_Dataset records_:
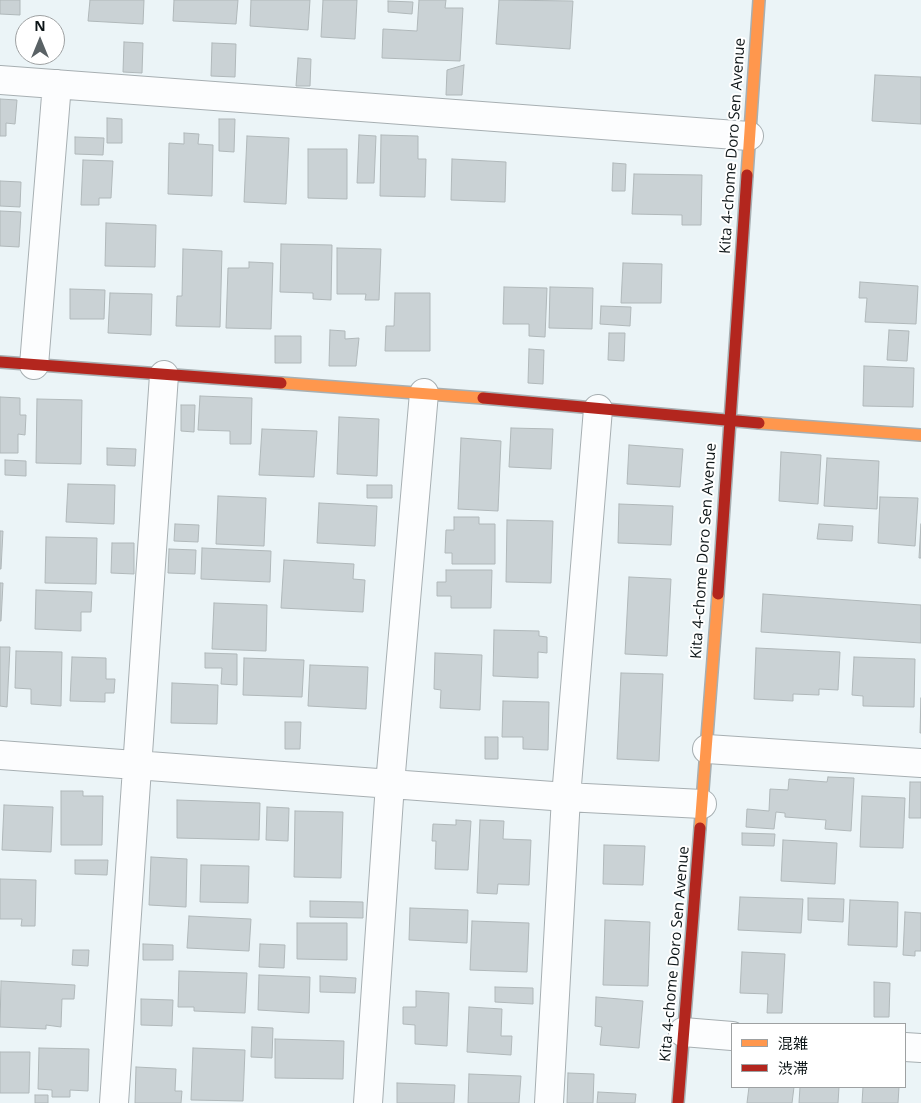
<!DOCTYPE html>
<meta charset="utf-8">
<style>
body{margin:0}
#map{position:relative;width:921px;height:1103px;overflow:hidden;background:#ebf4f7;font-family:"Open Sans","Noto Sans JP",sans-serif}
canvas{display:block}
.legend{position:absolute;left:731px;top:1023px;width:175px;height:65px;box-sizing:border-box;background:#fff;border:1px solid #9ea1a2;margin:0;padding:6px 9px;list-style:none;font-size:15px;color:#0c1416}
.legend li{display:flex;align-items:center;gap:10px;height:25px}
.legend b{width:25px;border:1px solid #9ea1a2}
.north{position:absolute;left:15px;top:15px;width:50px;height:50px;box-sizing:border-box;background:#fff;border:1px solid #9ea1a2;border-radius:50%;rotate:0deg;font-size:14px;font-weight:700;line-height:20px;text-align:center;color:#0c1416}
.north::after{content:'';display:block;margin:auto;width:18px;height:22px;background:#5a6265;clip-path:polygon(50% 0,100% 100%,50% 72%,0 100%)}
</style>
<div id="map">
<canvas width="921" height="1103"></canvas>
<ul class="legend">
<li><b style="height:6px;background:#ff974d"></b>混雑</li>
<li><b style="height:6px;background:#b3261e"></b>渋滞</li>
</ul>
<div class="north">N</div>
</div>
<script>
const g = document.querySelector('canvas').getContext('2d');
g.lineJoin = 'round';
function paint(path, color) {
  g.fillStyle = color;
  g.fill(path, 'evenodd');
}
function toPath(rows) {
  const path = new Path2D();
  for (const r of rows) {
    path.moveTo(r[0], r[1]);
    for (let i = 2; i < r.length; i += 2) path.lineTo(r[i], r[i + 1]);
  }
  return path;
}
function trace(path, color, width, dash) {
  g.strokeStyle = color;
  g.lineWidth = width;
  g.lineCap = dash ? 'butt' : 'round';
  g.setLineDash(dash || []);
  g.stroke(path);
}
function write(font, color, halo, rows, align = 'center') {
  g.font = font + ' "Open Sans",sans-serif';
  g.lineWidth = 4;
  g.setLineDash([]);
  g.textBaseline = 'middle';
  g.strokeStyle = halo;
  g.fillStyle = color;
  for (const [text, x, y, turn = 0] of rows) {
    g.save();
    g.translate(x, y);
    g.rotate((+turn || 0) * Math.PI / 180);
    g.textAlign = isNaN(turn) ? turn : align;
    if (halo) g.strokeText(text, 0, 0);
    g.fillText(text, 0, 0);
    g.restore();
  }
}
const building = toPath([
 [0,0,20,0,20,15,0,14,0,0],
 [90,0,144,0,143,24,88,21,90,0],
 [174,0,238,0,236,24,173,21,174,0],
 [251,0,310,0,308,30,250,26,251,0],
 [323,0,357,0,355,39,321,37,323,0],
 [419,0,446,0,445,8,463,8,460,61,382,58,383,29,417,31,419,0],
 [499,0,573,1,570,49,496,44,499,0],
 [388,1,413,2,412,14,388,12,388,1],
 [124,42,143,43,142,73,123,72,124,42],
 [212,43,236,44,235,77,211,76,212,43],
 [298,58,311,59,310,86,296,86,298,58],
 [464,65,462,95,446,95,447,70,464,65],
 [875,75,921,77,921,124,872,121,875,75],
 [0,99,17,100,15,124,6,123,6,136,0,136,0,99],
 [107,118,122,119,122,143,107,143,107,118],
 [219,119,235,119,234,152,219,151,219,119],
 [184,133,199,134,198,144,213,145,212,196,168,194,169,143,184,144,184,133],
 [359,135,376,136,374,183,357,183,359,135],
 [381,135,418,136,418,159,426,159,425,197,380,196,381,135],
 [247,136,289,138,286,204,244,202,247,136],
 [75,137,104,138,103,155,75,154,75,137],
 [308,149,347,149,347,199,308,198,308,149],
 [452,159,506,162,505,202,451,200,452,159],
 [83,160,113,161,111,198,99,198,99,205,81,205,83,160],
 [613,163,626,164,625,191,612,191,613,163],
 [634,174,702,175,701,225,682,225,682,215,632,214,634,174],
 [0,181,21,182,20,207,0,206,0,181],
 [0,211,21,212,19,247,0,246,0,211],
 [106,223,156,225,155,267,105,266,106,223],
 [281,244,332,245,331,300,313,299,313,293,280,292,281,244],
 [337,248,381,249,379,300,365,300,366,294,337,294,337,248],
 [183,249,222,251,220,327,176,326,177,296,182,296,183,249],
 [249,262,273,263,271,329,226,328,228,268,249,268,249,262],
 [623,263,662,264,661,303,621,303,623,263],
 [860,282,918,286,916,324,865,322,867,298,859,298,860,282],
 [504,287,547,288,545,337,529,336,529,324,503,324,504,287],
 [550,287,593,288,592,329,549,328,550,287],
 [70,289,105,290,104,319,70,319,70,289],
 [110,293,152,294,151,335,108,333,110,293],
 [395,293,430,293,430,351,385,351,386,326,394,326,395,293],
 [601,306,631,307,630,326,600,324,601,306],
 [330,330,345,331,345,339,359,338,356,366,329,366,330,330],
 [889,330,909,331,907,361,887,360,889,330],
 [609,333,625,333,624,361,608,360,609,333],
 [275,336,301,336,301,363,275,363,275,336],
 [529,349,544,350,543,384,528,383,529,349],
 [864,366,914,368,913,407,863,406,864,366],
 [200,396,252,398,251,444,230,444,230,431,198,430,200,396],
 [0,397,20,398,20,415,26,415,25,435,18,434,18,453,0,453,0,397],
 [37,399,82,400,81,464,36,463,37,399],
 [181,405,195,405,194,432,181,431,181,405],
 [339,417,379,419,377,476,337,474,339,417],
 [511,428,553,429,551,469,509,467,511,428],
 [262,429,317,431,314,477,259,475,262,429],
 [461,438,501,441,498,511,458,509,461,438],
 [629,445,683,449,680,487,627,484,629,445],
 [107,448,136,449,135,466,107,465,107,448],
 [781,452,821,455,818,504,779,501,781,452],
 [827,458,879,461,877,509,824,506,827,458],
 [5,460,26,461,26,476,5,475,5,460],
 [68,484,115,485,114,524,66,522,68,484],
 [367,485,392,485,392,498,367,498,367,485],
 [218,496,266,498,264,546,216,544,218,496],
 [880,497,918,498,915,546,878,543,880,497],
 [319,503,377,506,375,546,317,543,319,503],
 [619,504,673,506,671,545,618,543,619,504],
 [454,517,479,517,479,524,495,524,495,564,452,564,452,553,445,553,446,530,454,530,454,517],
 [507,520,553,521,551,583,506,582,507,520],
 [175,524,199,525,198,542,174,541,175,524],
 [819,524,853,526,852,541,817,539,819,524],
 [921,524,921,558,919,558,921,524],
 [0,531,3,531,1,569,0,569,0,531],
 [46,537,97,538,96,584,45,583,46,537],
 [112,543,134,543,134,574,111,573,112,543],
 [202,548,271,551,270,582,201,579,202,548],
 [169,549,196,550,195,574,168,573,169,549],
 [284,560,354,564,353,579,365,580,363,612,281,608,284,560],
 [446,570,492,570,491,608,451,608,451,596,437,596,437,582,446,582,446,570],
 [629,577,671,579,667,656,625,654,629,577],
 [0,583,3,583,1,621,0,621,0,583],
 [36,590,92,592,91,612,81,612,81,631,35,629,36,590],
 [763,594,921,605,921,643,761,632,763,594],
 [214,603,267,605,266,651,212,649,214,603],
 [494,630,539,631,539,636,547,637,547,653,538,652,538,678,493,676,494,630],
 [0,647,10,647,7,707,0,706,0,647],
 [756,648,840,652,838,690,819,689,819,695,793,694,793,701,754,699,756,648],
 [16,651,62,652,61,706,31,704,31,689,15,688,16,651],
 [205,653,237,654,237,685,221,684,222,668,205,668,205,653],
 [435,653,482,655,480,710,440,708,441,690,434,689,435,653],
 [72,657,106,658,106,679,115,679,114,693,105,693,105,702,70,701,72,657],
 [854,657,915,659,914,707,863,706,863,696,852,695,854,657],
 [244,658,304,660,302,697,243,695,244,658],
 [310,665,368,667,366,709,308,706,310,665],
 [621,673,663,674,659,761,617,759,621,673],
 [172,683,218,685,217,724,171,723,172,683],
 [921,698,921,733,920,733,921,698],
 [503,701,549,702,548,750,523,749,523,737,502,737,503,701],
 [285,722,301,722,300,749,285,749,285,722],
 [485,737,498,737,498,759,485,759,485,737],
 [828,777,854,778,851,831,825,829,826,820,785,817,785,813,776,812,774,829,746,827,747,809,769,811,770,789,788,790,789,779,827,782,828,777],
 [910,782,921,782,921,818,909,818,910,782],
 [61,791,83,791,83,796,103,796,102,845,61,845,61,791],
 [862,796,905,798,903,848,860,847,862,796],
 [177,800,260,803,259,840,177,838,177,800],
 [4,805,53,807,51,852,2,850,4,805],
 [267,807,289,808,288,841,266,840,267,807],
 [295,811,343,812,341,878,294,877,295,811],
 [456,820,471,821,468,870,435,869,436,841,432,841,433,824,456,825,456,820],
 [480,820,504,821,503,839,531,840,529,885,498,884,497,894,477,893,480,820],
 [742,833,775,834,774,846,742,845,742,833],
 [783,840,837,843,835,884,781,881,783,840],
 [604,845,645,846,643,885,603,884,604,845],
 [151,857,187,859,186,907,149,905,151,857],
 [75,860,108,860,107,875,75,874,75,860],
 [201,865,249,866,248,903,200,902,201,865],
 [0,879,36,880,35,926,21,926,22,919,0,919,0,879],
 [740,897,803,899,801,933,738,930,740,897],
 [808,898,844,899,843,922,808,920,808,898],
 [850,900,898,902,897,947,848,945,850,900],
 [310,901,363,902,363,918,310,917,310,901],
 [410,908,468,910,467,943,409,940,410,908],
 [905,912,921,913,921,951,915,951,915,956,903,955,905,912],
 [189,916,251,919,249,951,187,948,189,916],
 [605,920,650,922,648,986,603,985,605,920],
 [472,921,529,923,527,972,470,970,472,921],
 [297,923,347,923,347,960,297,959,297,923],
 [143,944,173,945,173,960,143,960,143,944],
 [260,944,285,945,284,968,259,967,260,944],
 [73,950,89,950,88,966,72,965,73,950],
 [742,952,785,954,782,1013,767,1013,768,994,740,993,742,952],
 [179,971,247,973,245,1013,194,1011,194,1007,178,1007,179,971],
 [259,975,310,977,309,1013,258,1010,259,975],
 [320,976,356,978,355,993,320,992,320,976],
 [1,981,75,985,74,999,62,999,61,1027,46,1025,46,1029,0,1027,1,981],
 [874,982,890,983,889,1017,874,1017,874,982],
 [495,987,533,988,533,1004,495,1002,495,987],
 [416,991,449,993,447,1046,415,1044,415,1025,403,1024,403,1007,416,1007,416,991],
 [596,997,643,1001,639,1048,600,1045,602,1027,595,1026,596,997],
 [141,999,173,1000,172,1026,141,1025,141,999],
 [469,1007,502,1009,501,1036,512,1036,511,1055,467,1052,469,1007],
 [252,1027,273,1028,272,1058,251,1057,252,1027],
 [275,1039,344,1041,343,1079,275,1078,275,1039],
 [39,1048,89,1049,88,1091,70,1090,70,1097,52,1097,52,1090,38,1089,39,1048],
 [193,1048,245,1050,243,1101,191,1100,193,1048],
 [0,1052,30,1052,29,1093,0,1093,0,1052],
 [136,1067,176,1069,175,1091,182,1091,181,1103,135,1103,136,1067],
 [568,1073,594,1074,593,1103,567,1103,568,1073],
 [469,1074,521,1076,519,1103,468,1103,469,1074],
 [397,1083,455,1085,454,1103,397,1103,397,1083],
 [749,1087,794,1087,792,1103,747,1103,749,1087],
 [800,1087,839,1087,838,1103,799,1103,800,1087],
 [863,1087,899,1087,898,1103,862,1103,863,1087],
 [598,1092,636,1094,635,1103,597,1103,598,1092],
 [35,1095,48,1095,48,1103,35,1103,35,1095]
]);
paint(building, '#cad2d5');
trace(building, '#b0b8ba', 1);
const street = toPath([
 [0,80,749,136],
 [34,365,57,84],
 [707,749,921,763],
 [0,755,566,797,702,804],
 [683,1032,732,1036],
 [905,1047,921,1048],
 [114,1103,164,375],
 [368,1103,390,784,424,393],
 [549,1103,566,797,598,409]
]);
const slow = toPath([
 [747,175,759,0],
 [281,383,483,398],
 [759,423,921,435],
 [700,828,718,594]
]);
const jam = toPath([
 [0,362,281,383],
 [483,398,759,423],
 [718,594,747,175],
 [678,1103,700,828]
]);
trace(street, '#a7afb2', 30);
trace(slow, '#a7afb2', 14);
trace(jam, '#a7afb2', 14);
trace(street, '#fcfdfe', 28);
trace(slow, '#ff974d', 11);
trace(jam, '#b3261e', 11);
write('15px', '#0c1416', '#fff', [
 ["Kita 4-chome Doro Sen Avenue",733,146,-86],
 ["Kita 4-chome Doro Sen Avenue",704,551,-86],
 ["Kita 4-chome Doro Sen Avenue",675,954,-85]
]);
</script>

_Your goal_: Where does the word "halo" appear in the listing? List each line that holds it.

_Finished exercise_:
function write(font, color, halo, rows, align = 'center') {
  g.strokeStyle = halo;
    if (halo) g.strokeText(text, 0, 0);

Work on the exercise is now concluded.